Telle une petite berceuse dans le soupir méditatif de la montagne, les crampons crissent sur la neige gelée en ce week-end radieux de juin. Sur le glacier, les cordées se suivent et tracent un sillon qui serpente vers les cimes. Pour les seize jeunes lancés dans l’ascension du sommet du Grand Paradis, en Italie, l’expérience de la haute montagne est totale : « J’ai un peu mal aux épaules, le sac est lourd, mais c’est tellement beau ici ! », s’enthousiasme Lilie, 14 ans, élève en quatrième au collège Stendhal de Grenoble, qui grimpe pour la première fois aussi haut.

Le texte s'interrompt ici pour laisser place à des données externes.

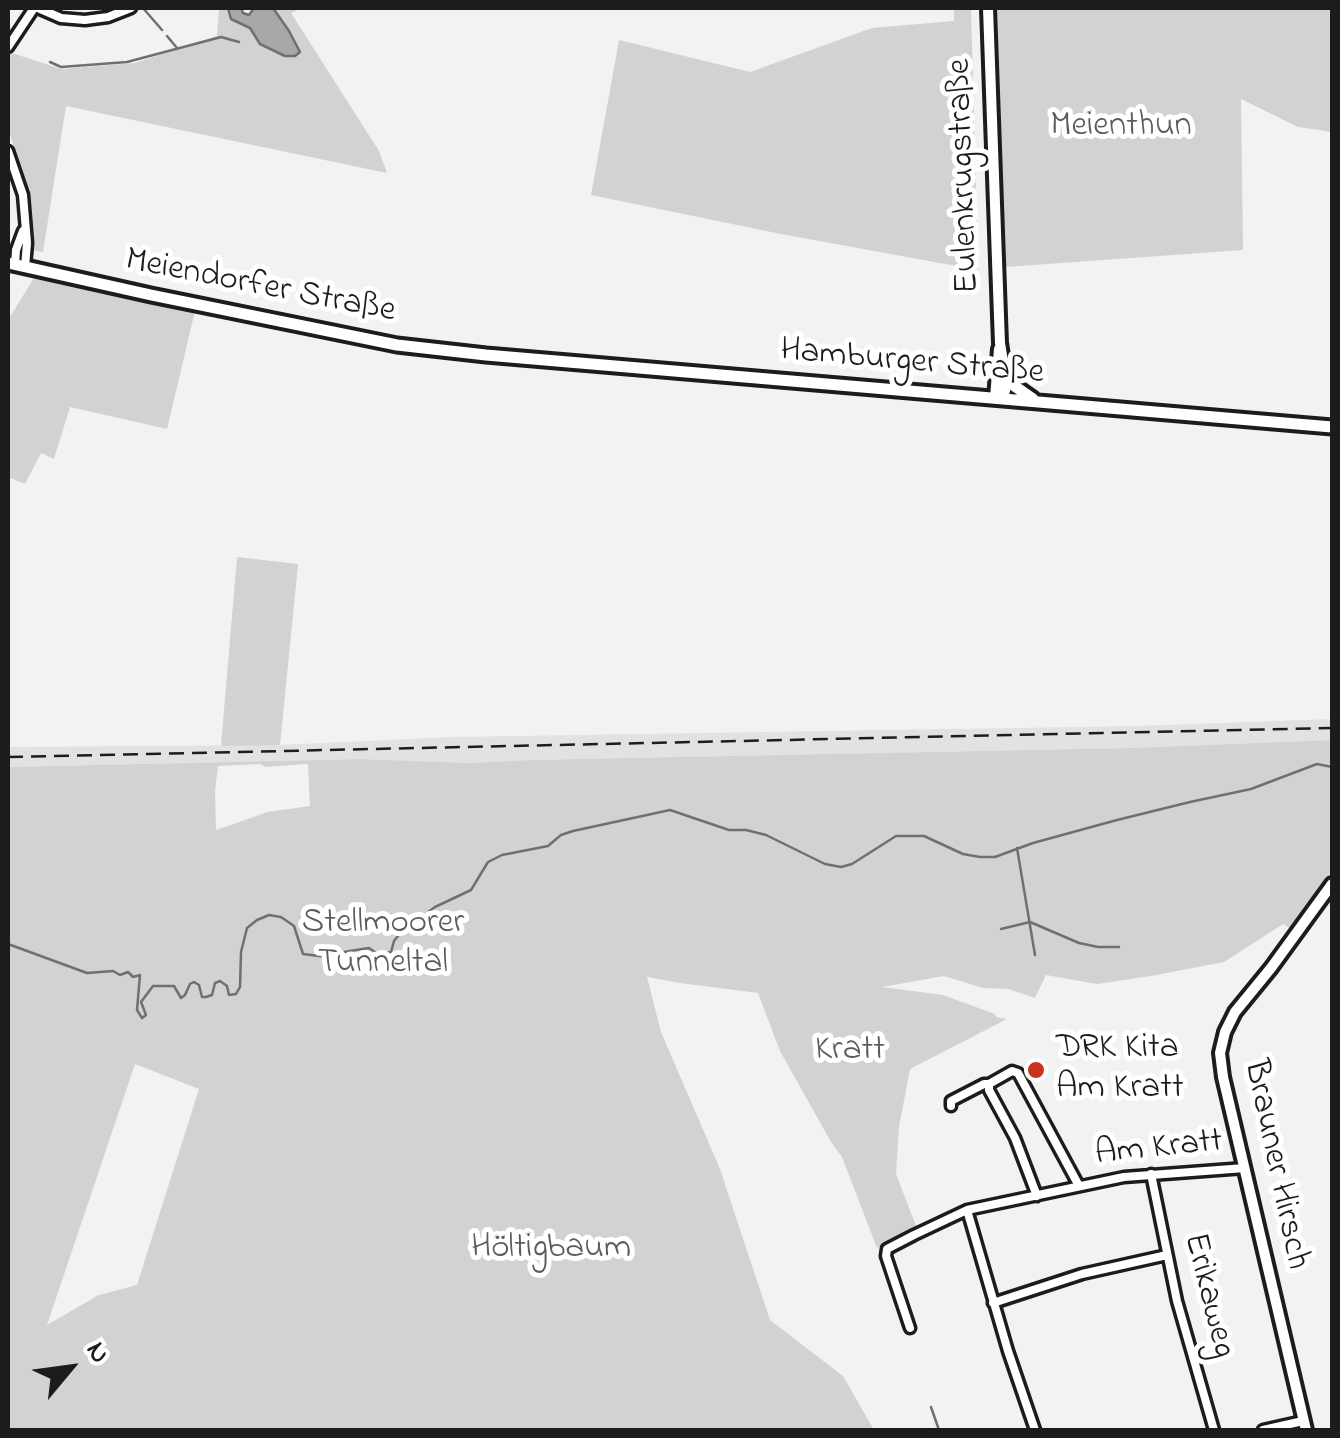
<!DOCTYPE html>
<meta charset="utf-8">
<style>
body{margin:0}
#map{position:relative;width:1340px;height:1438px;overflow:hidden;background:#f2f2f2;font-family:"Indie Flower",sans-serif}
canvas{display:block}
.frame{position:absolute;inset:0;border:10px solid #1c1c1c;pointer-events:none}
.north{position:absolute;left:20px;top:1318px;width:100px;height:100px;-webkit-text-stroke:8px #fff;paint-order:stroke;rotate:61deg;font-size:28px;font-weight:700;line-height:40px;text-align:center;color:#1c1c1c}
.north::after{content:'';display:block;margin:auto;width:35px;height:45px;background:#1c1c1c;clip-path:polygon(50% 0,100% 100%,50% 72%,0 100%)}
</style>
<div id="map">
<canvas width="1340" height="1438"></canvas>
<div class="frame"></div>
<div class="north">N</div>
</div>
<script>
const ctx = document.querySelector('canvas').getContext('2d');
ctx.lineJoin = 'round';
function paint(path, color) { ctx.fillStyle = color; ctx.fill(path, 'evenodd'); }
const poly = rows => new Path2D(rows.map(r => 'M' + r).join(''));
function strokePath(path, color, width, dash) { ctx.strokeStyle = color; ctx.lineWidth = width; ctx.lineCap = dash ? 'butt' : 'round'; ctx.setLineDash(dash || []); ctx.stroke(path); }
function drawText(font, color, halo, rows, align = 'center') {
  ctx.font = font + ' "Indie Flower",sans-serif'; ctx.lineWidth = 10; ctx.setLineDash([]); ctx.textBaseline = 'middle'; ctx.strokeStyle = halo; ctx.fillStyle = color; for (const [text, x, y, turn = 0] of rows) {
    ctx.save(); ctx.translate(x, y); ctx.rotate((+turn || 0) * Math.PI / 180); ctx.textAlign = isNaN(turn) ? turn : align; if (halo) ctx.strokeText(text, 0, 0); ctx.fillText(text, 0, 0); ctx.restore();
  }
}
const built = poly([
 [1332,719,1332,740,1129,748,529,760,471,763,360,759,8,767,8,747,280,745,453,737,1137,726]
]);
const green = poly([
 [219,8,228,8,229,13,251,28,253,35,299,51,289,31,273,8,302,8,291,13,379,151,387,173,66,106,43,252,32,250,32,217,25,185,8,127,9,52,61,69,135,63,217,36],
 [954,8,971,8,978,270,781,234,591,195,619,40,750,72,872,28,954,21],
 [996,8,1332,8,1332,132,1298,127,1241,99,1243,250,1005,267],
 [34,278,195,311,167,429,70,407,54,459,41,453,25,484,8,477,8,320],
 [237,557,298,564,280,745,221,746],
 [1332,740,1332,871,1291,929,1283,924,1224,962,1151,976,1097,984,1046,975,1035,998,1008,989,983,988,944,976,882,987,943,995,995,1014,996,1017,1007,1019,910,1069,899,1127,896,1174,916,1226,877,1248,842,1157,831,1142,780,1051,758,993,680,983,647,977,661,1032,720,1169,770,1320,843,1376,874,1430,8,1430,8,767,360,759,471,763,529,760,1129,748],
 [260,764,266,767,308,764,310,806,268,812,216,830,215,791,218,766],
 [135,1064,199,1089,137,1285,99,1295,47,1325]
]);
const water = poly([
 [228,8,241,8,243,13,249,15,254,8,273,8,289,31,300,52,295,56,285,56,260,44,250,28,231,19,228,8]
]);
const stream = poly([
 [143,8,162,30],
 [167,36,177,48],
 [50,62,61,67,127,62,221,37,239,42],
 [1017,848,1035,955],
 [1001,929,1030,922,1079,943,1098,947,1119,947],
 [8,944,87,973,113,971,120,975,128,972,133,977,140,975,137,1010,142,1018,146,1015,141,1002,153,986,174,986,181,998,185,995,190,984,194,982,199,985,202,997,206,997,212,995,215,983,220,981,227,986,229,995,236,994,240,987,241,952,247,928,257,920,269,915,281,917,294,926,303,954,327,957],
 [337,953,369,948,378,954,391,952,394,941,402,931,435,907,471,890,488,862,502,855,548,846,561,835,573,831,670,810,729,830,746,830,766,835,825,864,841,867,852,864,896,836,924,836,963,854,980,857,995,857,1033,843,1117,820,1190,802,1251,789,1317,764,1332,767],
 [931,1407,939,1430]
]);
const street = poly([
 [38,8,61,18,85,20,108,17,131,8],
 [8,47,34,8],
 [8,151,23,195,27,243,25,267],
 [15,265,16,250,23,231],
 [951,1106,951,1101,984,1084,989,1084],
 [1151,1174,1177,1301,1214,1430],
 [1037,1196,1015,1138,989,1090,989,1084,1012,1071,1018,1073,1079,1186],
 [967,1210,1008,1351,1035,1430],
 [993,1303,1082,1274,1167,1255],
 [910,1328,886,1256,887,1249,914,1235,967,1210,1124,1177,1245,1168],
 [1263,1430,1303,1421]
]);
const secondary = poly([
 [988,8,999,316,1000,343,1006,380,1005,391,995,398],
 [995,398,999,349],
 [1306,1430,1223,1077,1220,1053,1225,1032,1235,1012,1271,968,1332,884]
]);
const primary = poly([
 [8,263,151,295,397,345,486,355,1332,427],
 [1006,373,1013,385,1033,399]
]);
const rail = poly([
 [8,757,1332,728]
]);
const markers = [
 [1036,1070,10,"#c8321e"]
];
const parkNames = [
 ["Meienthun",1121,128],
 ["Stellmoorer",383,925],
 ["Tunneltal",383,965],
 ["Kratt",850,1052],
 ["Höltigbaum",551,1250]
];
const streetNames = [
 ["Eulenkrugstraße",966,176,-92],
 ["Meiendorfer Straße",260,288,11],
 ["Hamburger Straße",912,364,5],
 ["Am Kratt",1159,1150,-6],
 ["Brauner Hirsch",1274,1165,78],
 ["Erikaweg",1207,1296,76]
];
const poiNames = [
 ["DRK Kita",1056,1050],
 ["Am Kratt",1056,1090]
];
paint(built, '#e2e2e2');
paint(green, '#d2d2d2');
paint(water, '#a8a8a8');
strokePath(water, '#707070', 2.5);
strokePath(stream, '#707070', 2.5);
strokePath(street, '#1c1c1c', 15);
strokePath(secondary, '#1c1c1c', 18);
strokePath(primary, '#1c1c1c', 19);
strokePath(street, '#fff', 8);
strokePath(secondary, '#fff', 10);
strokePath(primary, '#fff', 11);
strokePath(rail, '#1c1c1c', 2.5, [15, 8]);
for (const [x, y, r, color] of markers) { const dot = new Path2D(); dot.arc(x, y, r, 0, 2 * Math.PI); ctx.fillStyle = color; ctx.fill(dot); strokePath(dot, '#fff', 4); }
drawText('35px', '#5c5c5c', '#fff', parkNames);
drawText('35px', '#1c1c1c', '#fff', streetNames);
drawText('35px', '#1c1c1c', '#fff', poiNames, 'left');
</script>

Avec une quinzaine de camarades de classe et de jeunes issus d’une MJC (Maison des jeunes et de la culture) du centre-ville, elle participe au projet Jeunes en montagne porté par la mairie. Cette sortie en haute altitude est l’aboutissement d’un programme qui les a emmenés découvrir différentes facettes de la montagne tout au long d’un semestre.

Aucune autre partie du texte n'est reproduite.